*To do*. Would you return the lines from the one that contains "for (const [x, y, w]" to the last line of the entries below, exactly and with nothing added?

[Data to process — start]

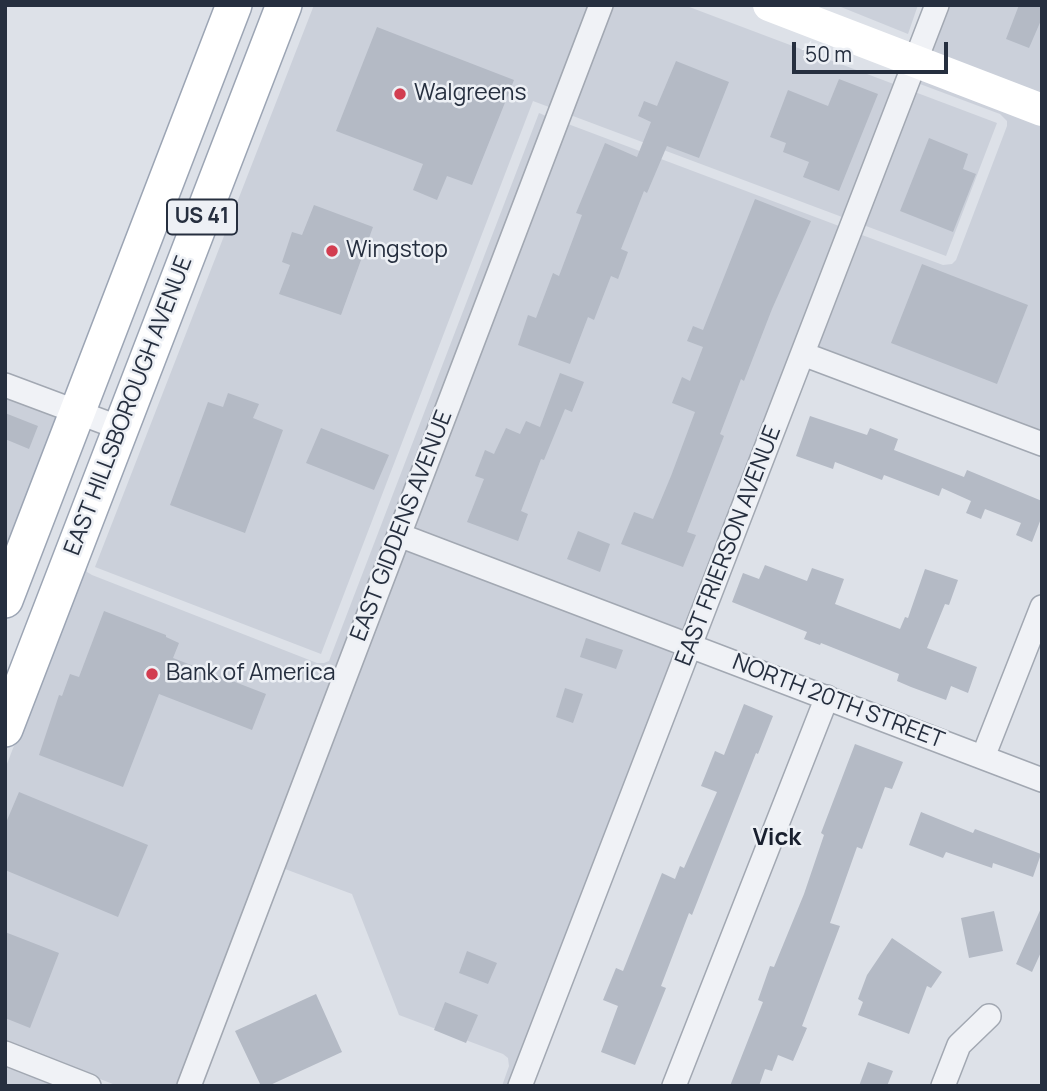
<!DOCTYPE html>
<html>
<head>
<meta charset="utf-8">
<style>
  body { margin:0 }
  #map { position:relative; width:1047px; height:1091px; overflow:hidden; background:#dde1e8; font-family:Manrope,sans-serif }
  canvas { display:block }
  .frame { position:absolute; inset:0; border:7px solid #262f3f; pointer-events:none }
  .scale { position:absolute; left:792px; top:42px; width:156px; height:32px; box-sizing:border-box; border:4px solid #262f3f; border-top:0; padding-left:9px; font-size:21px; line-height:24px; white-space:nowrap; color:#262f3f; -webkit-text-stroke:5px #edf0f5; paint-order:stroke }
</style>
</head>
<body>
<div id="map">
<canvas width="1047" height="1091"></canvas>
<div class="frame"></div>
<div class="scale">50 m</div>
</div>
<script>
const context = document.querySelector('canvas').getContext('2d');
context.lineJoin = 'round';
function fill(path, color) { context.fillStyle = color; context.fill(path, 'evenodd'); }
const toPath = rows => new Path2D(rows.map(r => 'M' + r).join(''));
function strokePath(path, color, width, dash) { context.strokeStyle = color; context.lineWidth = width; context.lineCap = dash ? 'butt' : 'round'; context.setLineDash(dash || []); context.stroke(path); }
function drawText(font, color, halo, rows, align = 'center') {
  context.font = font + ' Manrope,sans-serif'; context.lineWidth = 5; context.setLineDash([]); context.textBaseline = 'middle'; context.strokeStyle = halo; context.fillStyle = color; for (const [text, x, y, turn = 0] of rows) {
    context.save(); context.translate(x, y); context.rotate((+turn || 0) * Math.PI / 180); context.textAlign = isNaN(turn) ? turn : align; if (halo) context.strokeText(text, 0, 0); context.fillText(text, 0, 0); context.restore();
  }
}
const built = toPath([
  [300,5,303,5,86,563,87,572,92,575,317,663,324,663,329,661,539,113,546,116,176,1086,118,1086,5,1042,5,769],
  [314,5,684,5,997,123,946,256,533,101,321,654,95,567],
  [836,5,918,5,908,34],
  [950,5,1042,5,1042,99,931,56],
  [923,76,1042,121,1042,433,818,348,862,235,943,265,952,264,956,260,1007,126,1007,121,1000,114,920,84],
  [568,124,839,226,684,631,414,529],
  [5,396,57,417,5,551],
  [406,549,676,651,508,1086,502,1086,509,1066,508,1058,503,1054,399,1015,352,894,285,869],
  [5,1065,60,1086,5,1086]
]);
const building = toPath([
  [1019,5,1042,5,1042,18,1029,48,1006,39],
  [377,27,514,80,472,185,447,176,437,200,413,190,423,164,336,131],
  [676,61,729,82,699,158,667,146,647,193,644,191,621,249,628,252,618,279,611,276,594,320,588,317,570,364,518,345,528,315,536,318,553,273,559,276,582,215,576,213,605,143,637,157,651,122,638,116,644,101,657,106],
  [839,79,878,94,839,191,803,177,809,162,783,152,786,143,770,137,788,90,828,106],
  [929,138,968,154,963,169,976,174,953,232,900,211],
  [755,199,811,221,772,309,744,381,741,379,720,434,724,436,687,532,696,535,683,567,621,544,634,512,653,519,671,476,695,412,672,403,682,377,690,381,703,347,687,341,693,326,703,330],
  [314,205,373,227,341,315,279,294,290,265,282,262,292,232,302,235],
  [922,264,1028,305,997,384,891,343],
  [560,373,584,382,572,412,565,409,544,460,541,459,521,511,528,514,518,541,467,522,484,479,475,476,485,450,494,454,506,428,520,434,526,421,540,427],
  [228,393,259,404,253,418,283,430,245,533,170,505,208,402,223,407],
  [5,413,38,426,29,449,5,439],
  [810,416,867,435,870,428,898,439,894,450,964,477,967,470,1042,501,1042,516,1032,542,1016,535,1021,523,985,509,981,519,966,513,971,501,942,488,939,496,884,475,882,480,835,462,833,469,796,456],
  [321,428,389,455,374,490,306,463],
  [578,531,610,544,600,572,567,559],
  [765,565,807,581,812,568,844,579,835,604,900,629,905,617,908,618,925,569,958,580,949,605,945,604,927,648,977,667,968,693,951,686,946,700,911,687,897,681,899,674,821,643,820,645,804,639,807,632,732,602,743,573,759,579],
  [104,611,166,635,166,637,179,643,173,658,266,694,252,730,159,694,123,787,39,755,59,695,62,696,70,674,79,677],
  [586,638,623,650,616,669,580,657],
  [565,688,583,694,573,723,556,717],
  [744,704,773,716,758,754,756,753,692,915,689,913,661,986,666,988,635,1065,601,1052,618,1006,603,1000,616,968,623,971,662,873,675,879,680,866,684,868,717,792,701,786,715,751,724,755],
  [855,744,903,762,892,789,885,787,862,849,857,847,830,923,840,926,802,1026,807,1028,793,1061,778,1055,772,1071,765,1069,759,1086,730,1086,763,1002,758,1000,770,966,774,967,804,894,824,835,821,833],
  [19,792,148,845,118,917,5,870,5,825],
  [921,812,973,833,975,829,1041,854,1033,877,993,863,992,868,946,852,943,858,909,845],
  [1042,906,1042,950,1032,972,1016,964],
  [994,911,1003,951,969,958,961,918],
  [5,932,59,953,30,1028,5,1018],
  [892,938,942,972,931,988,927,986,909,1034,858,1015,863,1002,858,999,867,975],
  [467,951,497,963,488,984,459,973],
  [316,994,342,1052,268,1086,261,1086,235,1031],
  [445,1002,478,1015,466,1043,434,1030],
  [868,1062,893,1071,887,1086,859,1086]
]);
const minor = toPath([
  [803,354,1042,444],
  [5,385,120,428],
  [399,535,1042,780],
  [983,757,1042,607],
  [5,1053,89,1086],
  [189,1086,601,5],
  [520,1086,937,5],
  [674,1086,827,697],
  [943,1086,959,1045,989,1016]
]);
const secondary = toPath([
  [769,5,1042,110]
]);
const primary = toPath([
  [5,600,234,5],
  [5,729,284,5]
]);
const markers = [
  [400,94,7,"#d23d50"],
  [332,251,7,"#d23d50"],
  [152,674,7,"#d23d50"]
];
const shields = [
  [202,217,70]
];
const shieldNames = [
  ["US 41",202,217]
];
const poiNames = [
  ["Walgreens",414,94],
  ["Wingstop",346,251],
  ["Bank of America",166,674]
];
const streetNames = [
  ["EAST HILLSBOROUGH AVENUE",129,406,-69],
  ["EAST GIDDENS AVENUE",402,526,-69],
  ["EAST FRIERSON AVENUE",729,546,-69],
  ["NORTH 20TH STREET",838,702,21]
];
const neighbourhoodNames = [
  ["Vick",777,838]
];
fill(built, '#cbd0da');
fill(building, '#b4bac5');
strokePath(minor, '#a2a8b2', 26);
strokePath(primary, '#9ca5b4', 38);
strokePath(minor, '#f0f2f6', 23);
strokePath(secondary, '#fff', 32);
strokePath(primary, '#fff', 35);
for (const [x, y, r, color] of markers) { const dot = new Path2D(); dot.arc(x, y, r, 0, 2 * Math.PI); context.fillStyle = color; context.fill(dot); strokePath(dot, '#edf0f5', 2.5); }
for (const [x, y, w] of shields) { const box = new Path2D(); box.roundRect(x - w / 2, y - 17.5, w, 35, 5); context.fillStyle = '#edf0f5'; context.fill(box); strokePath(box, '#262f3f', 2); }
drawText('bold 21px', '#262f3f', null, shieldNames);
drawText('23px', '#262f3f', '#edf0f5', poiNames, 'left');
drawText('23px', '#262f3f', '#edf0f5', streetNames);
drawText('bold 24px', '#19202f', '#edf0f5', neighbourhoodNames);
</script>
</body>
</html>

[Data to process — finish]

*Answer for this exercise*.
for (const [x, y, w] of shields) { const box = new Path2D(); box.roundRect(x - w / 2, y - 17.5, w, 35, 5); context.fillStyle = '#edf0f5'; context.fill(box); strokePath(box, '#262f3f', 2); }
drawText('bold 21px', '#262f3f', null, shieldNames);
drawText('23px', '#262f3f', '#edf0f5', poiNames, 'left');
drawText('23px', '#262f3f', '#edf0f5', streetNames);
drawText('bold 24px', '#19202f', '#edf0f5', neighbourhoodNames);
</script>
</body>
</html>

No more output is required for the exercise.